The U.S., Japan and South Korea last week vowed to seek further U.N. Security Council action if the North conducted a launch. It remained to be seen whether Russia and China, the North's main ally, would agree to further sanctions.
Victor Cha, a Korea expert at Georgetown University and a former White House policy director for Asia, said a successful launch was a major national security concern for the United States.
He said there would still be technical hurdles for the North to overcome, particularly in terms of getting a rocket to re-enter the atmosphere, but it would mean that North Korea is able to launch a long-range ballistic missile — the first rival state to the U.S. do so since the Soviet Union and China.
Rep.

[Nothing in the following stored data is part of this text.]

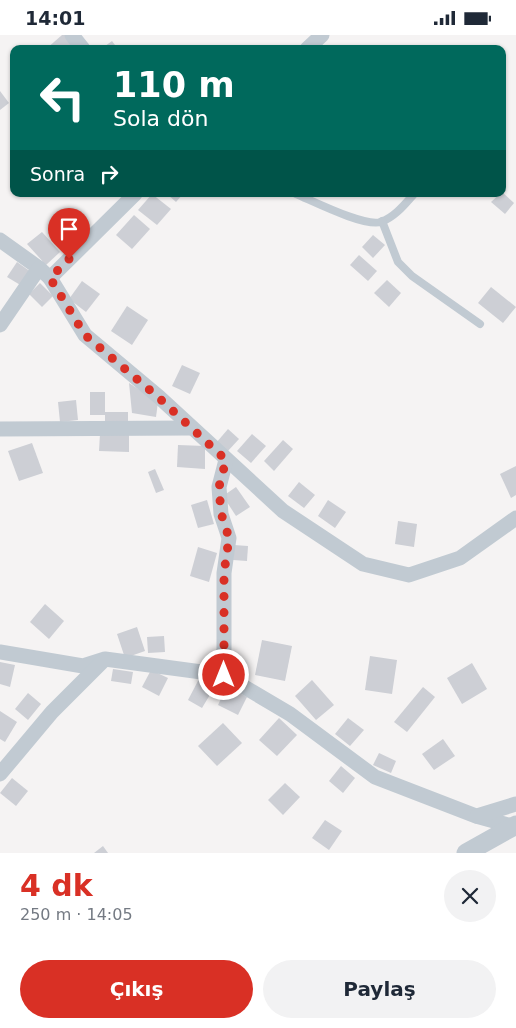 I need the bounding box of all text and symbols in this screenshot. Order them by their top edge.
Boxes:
text: 14:01 [25,7,85,29]
icon: left [30,65,95,130]
text: 110 m [113,65,235,105]
text: Sola dön [113,106,208,131]
icon: right [95,160,123,188]
text: Sonra [30,163,85,185]
pin [48,208,90,259]
icon: arrive [55,215,83,243]
position arrow [197,648,249,700]
text: 4 dk [20,868,93,903]
button: close [444,870,496,922]
text: 250 m · 14:05 [20,905,133,924]
button: Çıkış [20,960,253,1018]
button: Paylaş [263,960,496,1018]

Ed Royce, incoming Republican chairman of the House Foreign Affairs Committee, said the launch showed that new North Korean leader Kim Jong Un had no intention of giving up his nuclear weapons program. Royce also criticized U.S. policy toward Pyongyang, calling it a "long-term failure."
"The Obama administration's approach continues to be unimaginative and moribund. We can either take a different approach, or watch as the North Korean threat to the region and the U.S. grows," Royce said in a statement.